Pardon me, have you got data about machine data?

01.31.2013 | Posted by Bruno Kurtic, Founding Vice President of Product and Strategy

I’m glad you ask, I just might.  In fact, we started collecting data about machine data some 9 months ago when we participated at the AWS Big Data conference in Boston.  Since then we continued collecting the same data at a variety of industry show and conferences such as VMworld, AWS re: Invent, Velocity, Gluecon, Cloud Slam, Defrag, DataWeek, and others.

The original survey was printed on my home printer, 4 surveys per page, then inexpertly cut with the kitchen scissors the night before the conference – startup style, oh yeah!  The new versions made it onto a shiny new iPad as an IOS App.  The improved method, Apple caché, and a wider reach gave us more than 300 data points and, incidentally, cost us more than 300 Sumo Logic T-Shirts which we were more than happy to give up in exchange for data.  (btw, if you want one come to one of our events, next one coming up will be the Strata Conference).  

As a data junkie, I’ve been slicing and dicing the responses and thought that end of our fiscal year could be the right moment to revisit it and reflect on my first blog post on this data set.

Here is what we asked:

  • Which business problems do you solve by using machine data?
  • Which tools do you use to analyze machine data in order to solve those business problems?
  • What issues do you experience solving those problems with the chosen tools?

The survey was partially designed to help us to better understand the Sumo Logic’s segment of IT Operations Management or IT Management markets as defined by Gartner,  Forrester, and other analysts.  I think that the sample set is relatively representative.  Responders come from shows with varied audiences such as developers at Velocity and GlueCon, data center operators at VMworld, and folks investigating a move to the cloud at AWS re: Invent and Cloud Slam.  Answers were actually pretty consistent across the different “cohorts”.  We have a statistically significant number of responses, and finally, they were not our customers or direct prospects.  So let’s dive in and see what we’ve got and let’s start at the top:

Which business problems do you solve by using logs and other machine data?

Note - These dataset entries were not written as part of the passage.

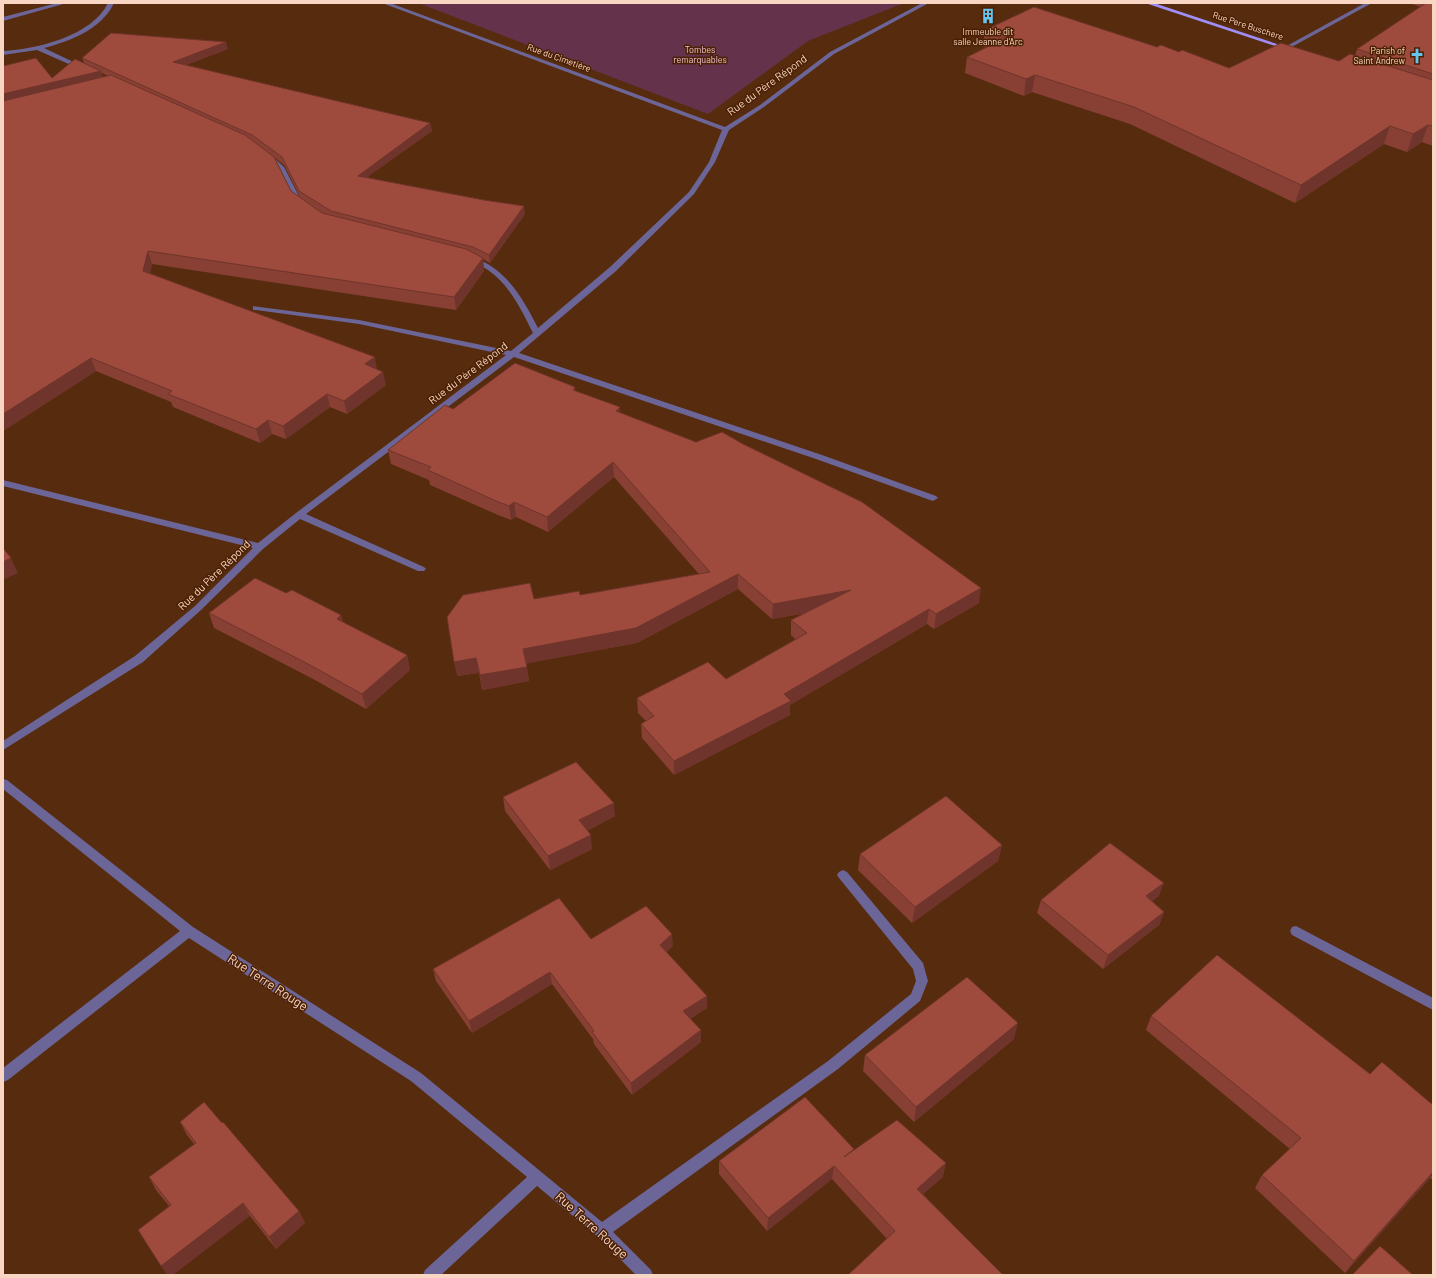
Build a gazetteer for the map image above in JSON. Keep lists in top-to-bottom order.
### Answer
{
  "streets": {
    "main road": ["Rue Pere Buschere"],
    "street": ["Rue du Cimetière", "Rue du Père Répond", "Rue Terre Rouge"]
  },
  "crossings": [
    ["Rue du Cimetière", "Rue du Père Répond"]
  ],
  "parks": ["Tombes remarquables"],
  "places": {
    "building": ["Immeuble dit salle Jeanne d'Arc"],
    "church": ["Parish of Saint Andrew"]
  }
}
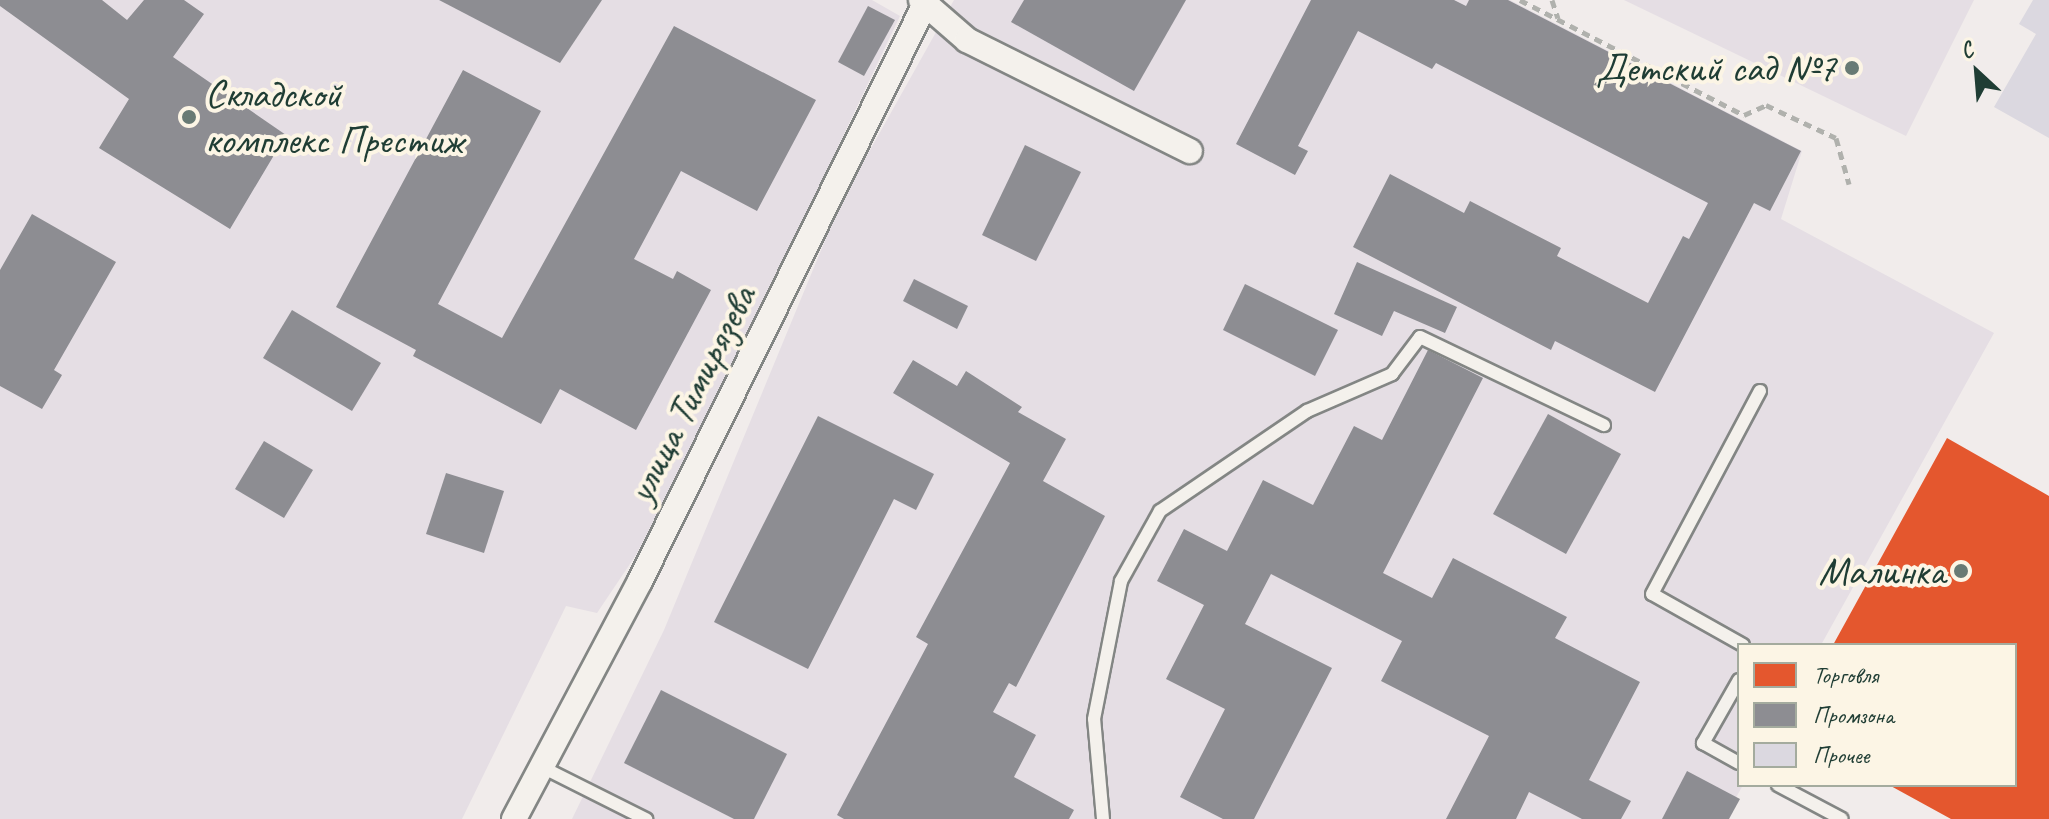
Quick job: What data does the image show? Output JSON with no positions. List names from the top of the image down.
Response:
{
  "streets": {
    "street": ["улица Тимирязева"]
  },
  "places": ["Детский сад №7", "Складской комплекс Престиж", "Малинка"],
  "legend": ["Торговля", "Промзона", "Прочее"],
  "north": "top left"
}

  • Applications management, monitoring, and troubleshooting (46%)
  • IT operations management, monitoring, and troubleshooting (33%)
  • Security management, monitoring, and alerting (21%)

Does anything in there surprise?  I guess it depends on what your point of reference is.  Let me compare it to the overall “IT Management” or “IT Operations Management” market.  The consensus(if such a thing exists) is that size by segment is:

  • IT Infrastructure (servers, networks, etc) is up to 50-60% of the total market
  • Application (internal, external, etc.) is just north of 30-40%
  • Security is around 10%

Source: Sumo Logic analysis of aggregated data from various industry analysts who cover IT Management space.

There are a few things that could explain the big difference between how much our subsegment leans more toward Applications vs. IT infrastructure.  

  • (hypothesis #1) analysts measure total product sold to derive the market size which might not be the same as effort people apply to these use cases.  
  • (hypothesis #2) there is more shelfware in IT Infrastructure which overrepresented effort.  
  • (hypothesis #3) there are more home-grown solutions in Application management which underrepresents effort.  
  • (hypothesis #4) our data is an indicator or a result of a shift in the market (e.g., when enterprises shift toward the IaaS, they spend less time managing IT Infrastructure and shift more toward the core competency, their applications).  
  • (obnoxious hypothesis #5) intuitively, it’s the software stupid – nobody buys hardware because they love it, it exists to run software (applications), and we care more about applications, and that’s why it is so.

OK, ok, let’s check the data to see which hypothesis can our narrow response set help test/validate.  I don’t think our data can help us validate hypothesis #1 or hypothesis #2.  I’ll try to come up with additional survey questions that will, in the future, help test these two hypotheses.  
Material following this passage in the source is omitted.